PROBLEM TO SOLVE: Each line of the entries that mentions the string "readable" needs to be reported.
[EXERCISE MATERIALS]
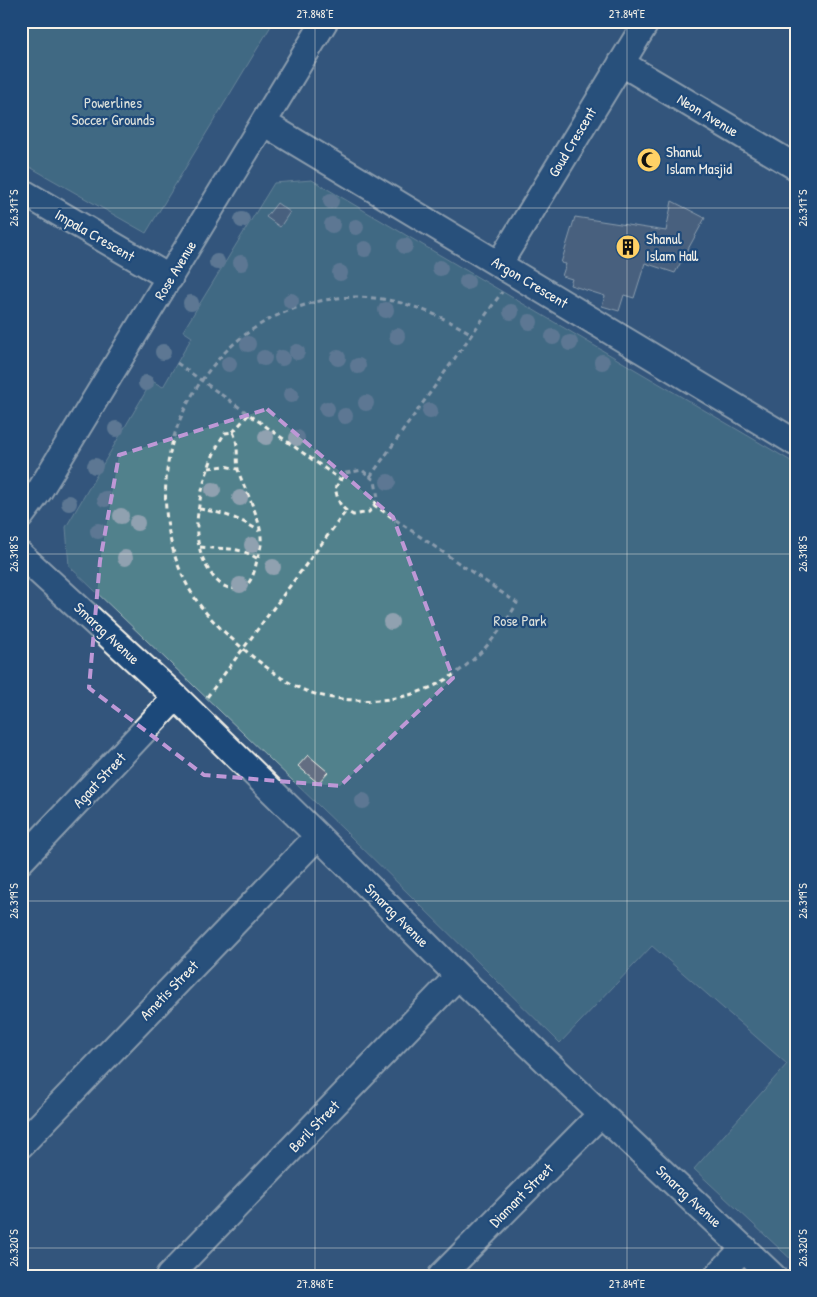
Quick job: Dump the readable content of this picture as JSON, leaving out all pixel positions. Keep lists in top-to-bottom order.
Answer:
{
  "streets": {
    "street": [
      "Neon Avenue",
      "Goud Crescent",
      "Impala Crescent",
      "Rose Avenue",
      "Argon Crescent",
      "Smarag Avenue",
      "Agaat Street",
      "Ametis Street",
      "Beril Street",
      "Diamant Street"
    ]
  },
  "crossings": [
    ["Neon Avenue", "Goud Crescent"],
    ["Goud Crescent", "Argon Crescent"],
    ["Impala Crescent", "Rose Avenue"],
    ["Rose Avenue", "Argon Crescent"],
    ["Smarag Avenue", "Agaat Street"],
    ["Smarag Avenue", "Ametis Street"],
    ["Smarag Avenue", "Beril Street"],
    ["Smarag Avenue", "Diamant Street"]
  ],
  "parks": ["Powerlines Soccer Grounds", "Rose Park"],
  "places": {
    "mosque": ["Shanul Islam Masjid"],
    "building": ["Shanul Islam Hall"]
  },
  "coordinates": [
    "27.848°E",
    "27.849°E",
    "26.317°S",
    "26.318°S",
    "26.319°S",
    "26.320°S"
  ]
}
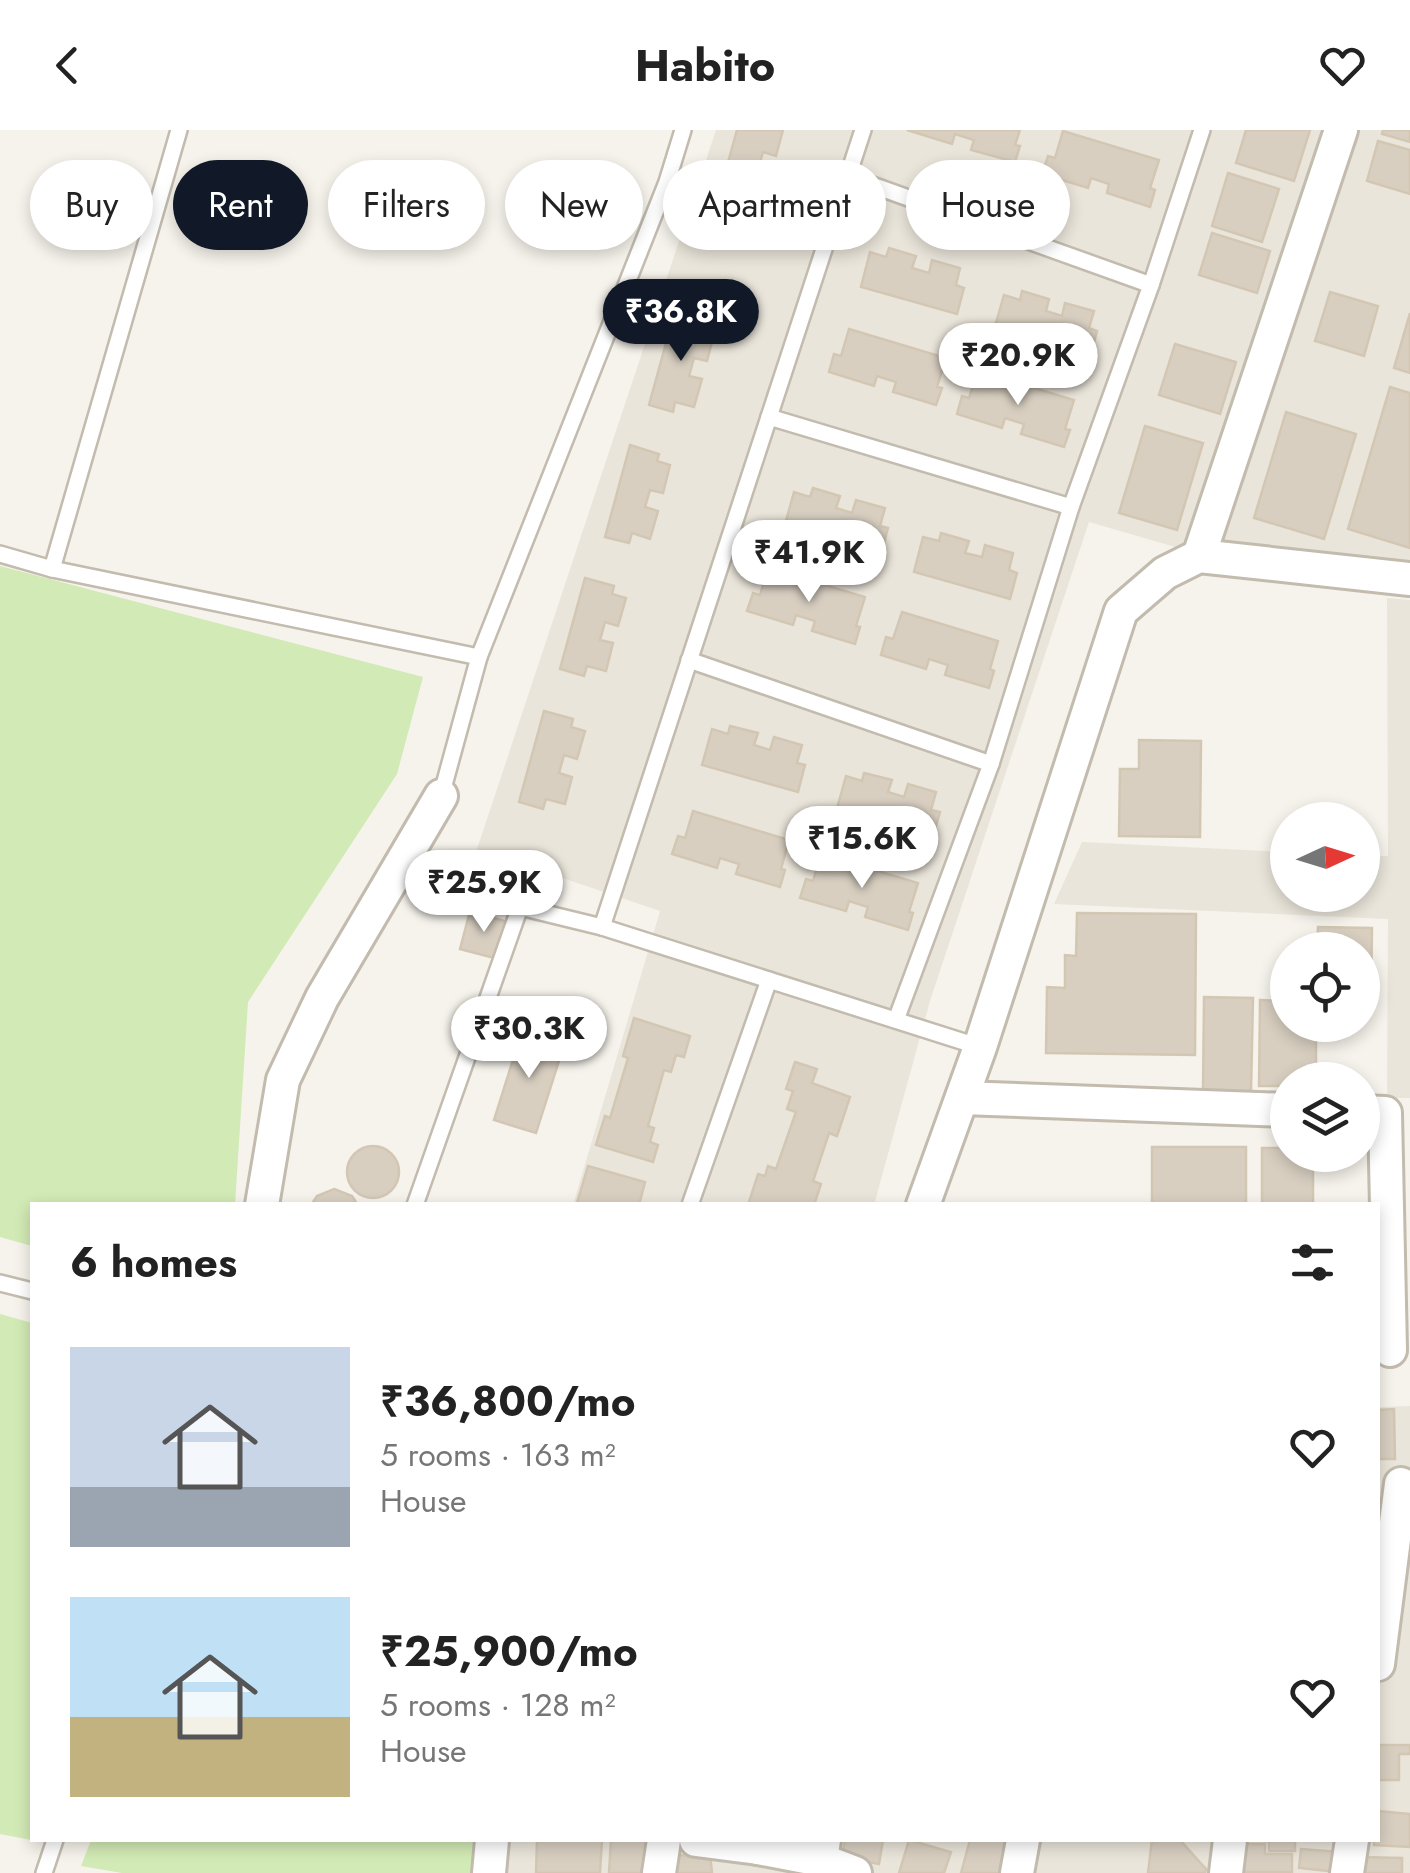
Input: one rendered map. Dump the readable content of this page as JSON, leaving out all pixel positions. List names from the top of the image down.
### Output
{
  "north": "right",
  "page": {
    "header": "Habito",
    "chip": [
      "Buy",
      "Rent",
      "Filters",
      "New",
      "Apartment",
      "House"
    ],
    "price": [
      "₹36.8K",
      "₹20.9K",
      "₹41.9K",
      "₹15.6K",
      "₹25.9K",
      "₹30.3K"
    ],
    "heading": "6 homes",
    "list": [
      {
        "name": "₹36,800/mo",
        "note": "5 rooms · 163 m² · House"
      },
      {
        "name": "₹25,900/mo",
        "note": "5 rooms · 128 m² · House"
      }
    ]
  }
}
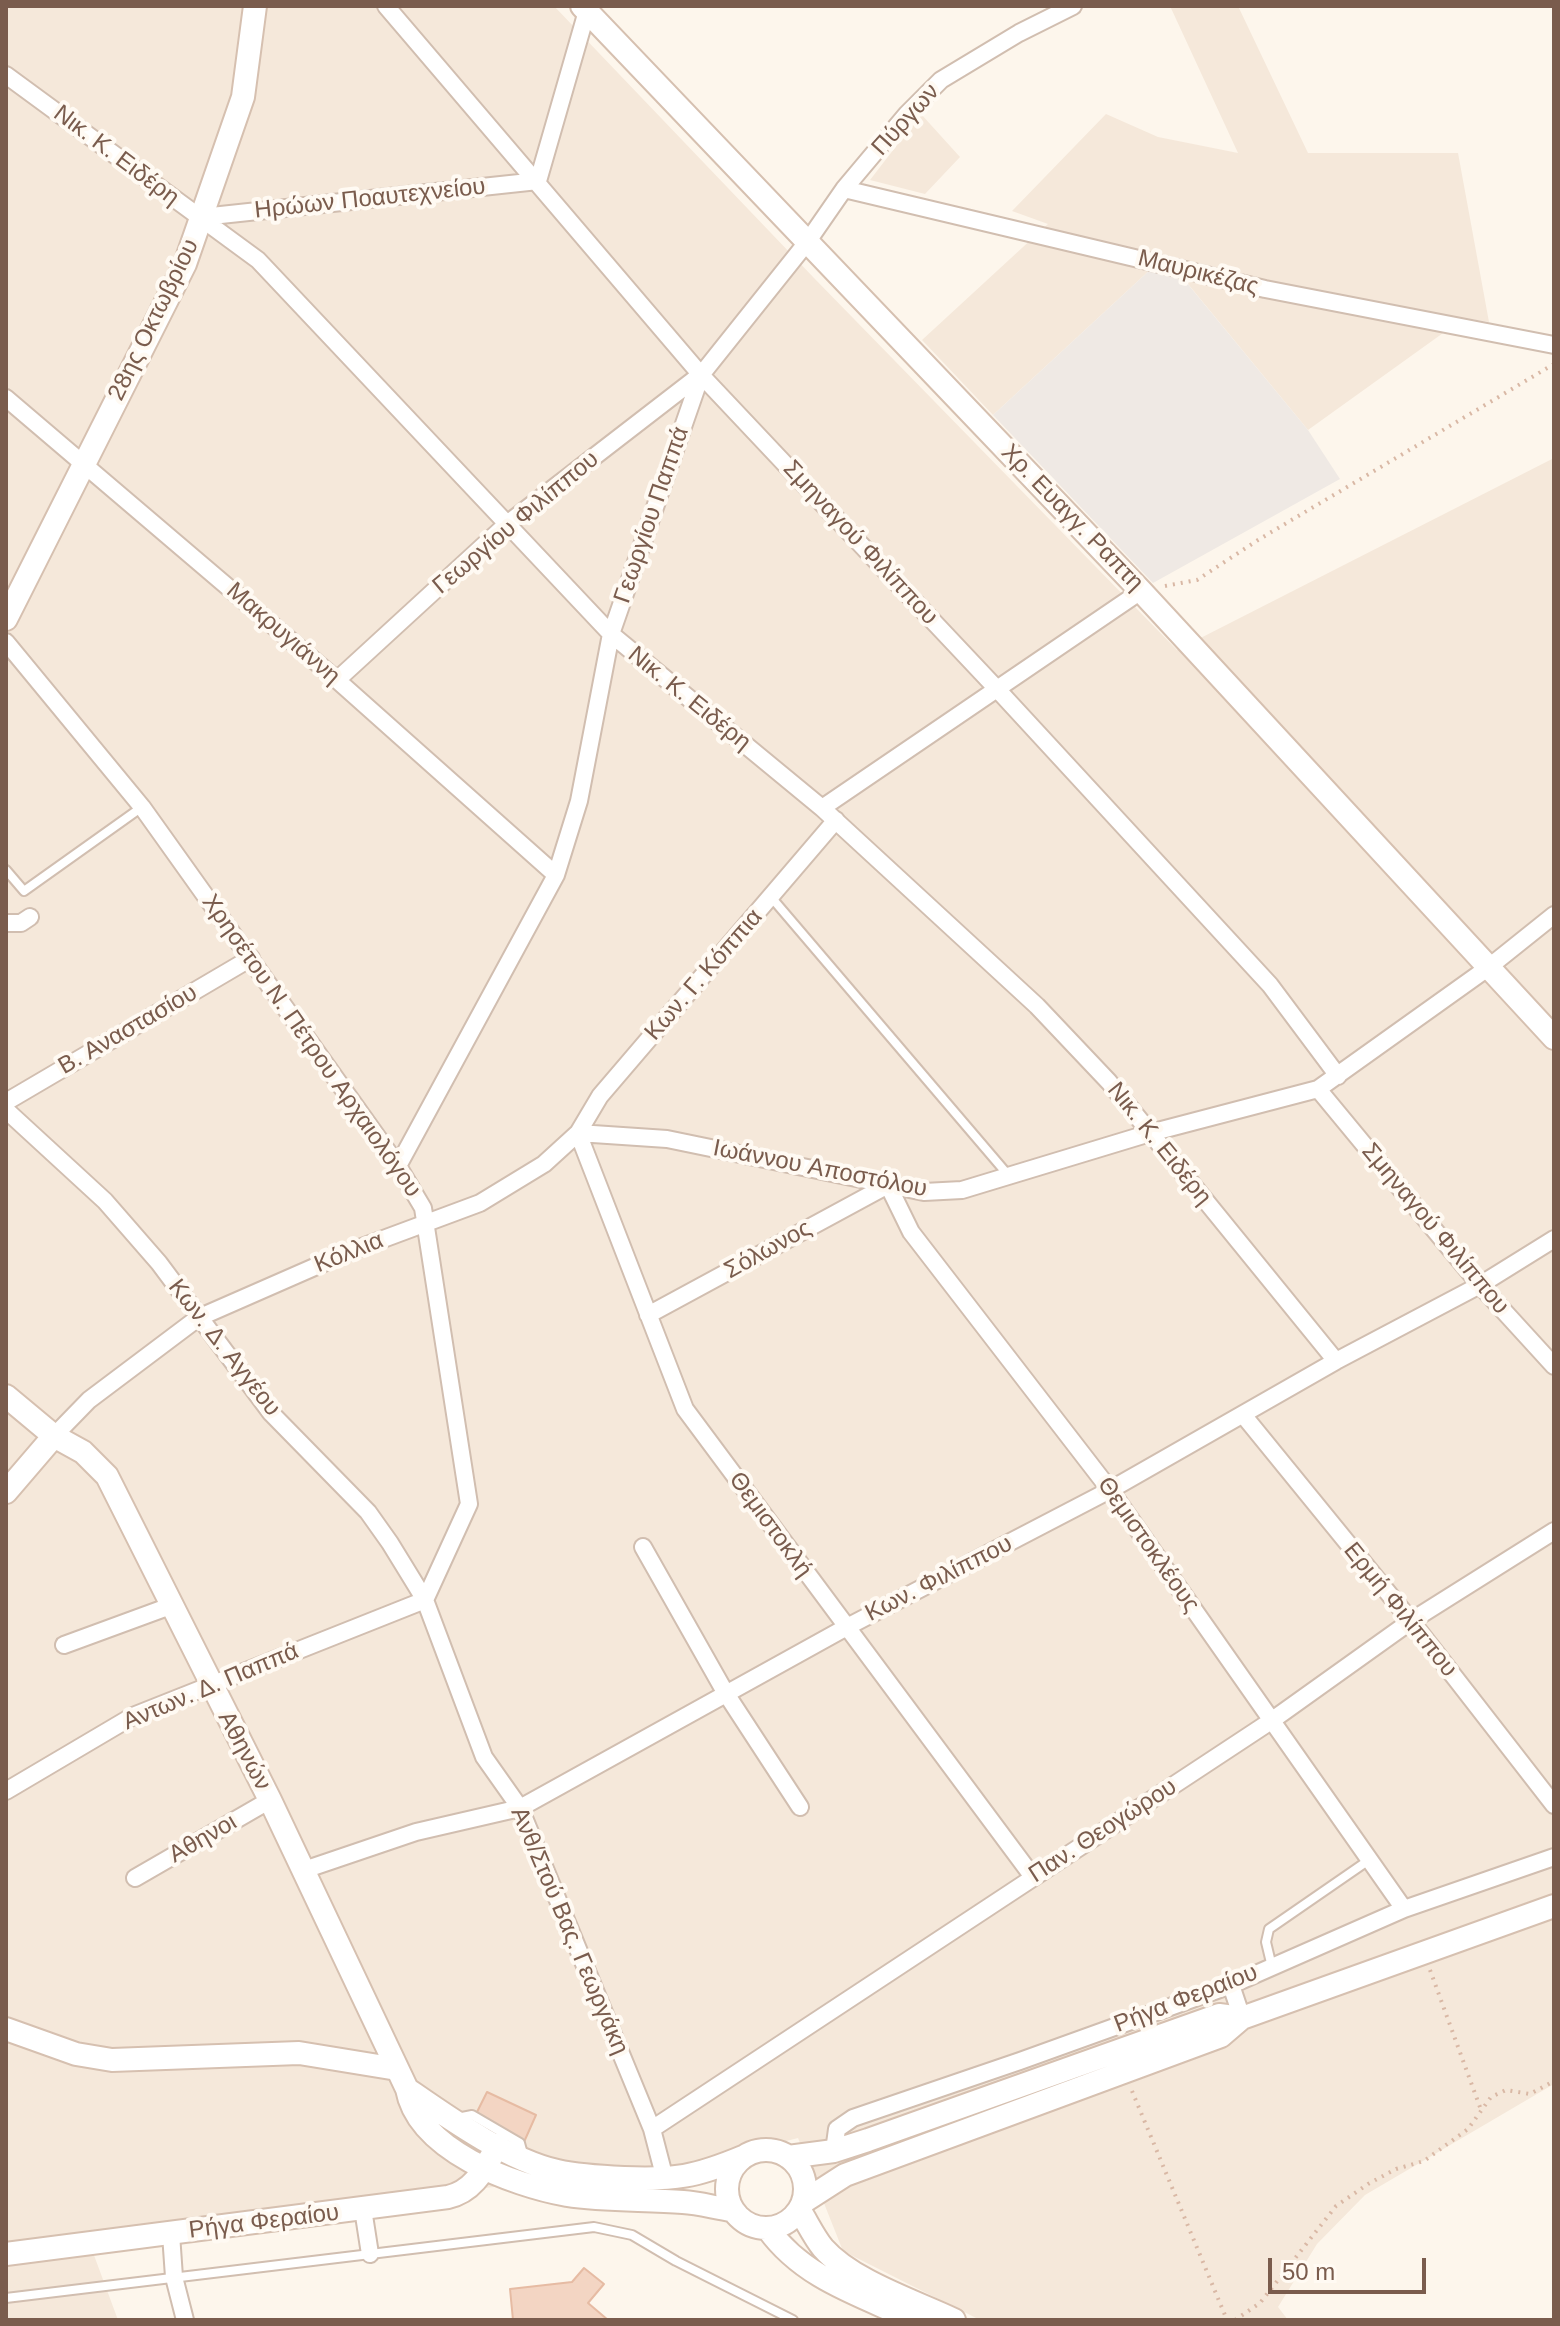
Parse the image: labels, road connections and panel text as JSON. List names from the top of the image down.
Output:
[/EXERCISE MATERIALS]
EXPECTED OUTPUT:
Quick job: Dump the readable content of this picture as JSON, leaving out all pixel positions. Keep lists in top-to-bottom order.
Input: one rendered map. Dump the readable content of this page as JSON, leaving out all pixel positions. List names from the top of the image down.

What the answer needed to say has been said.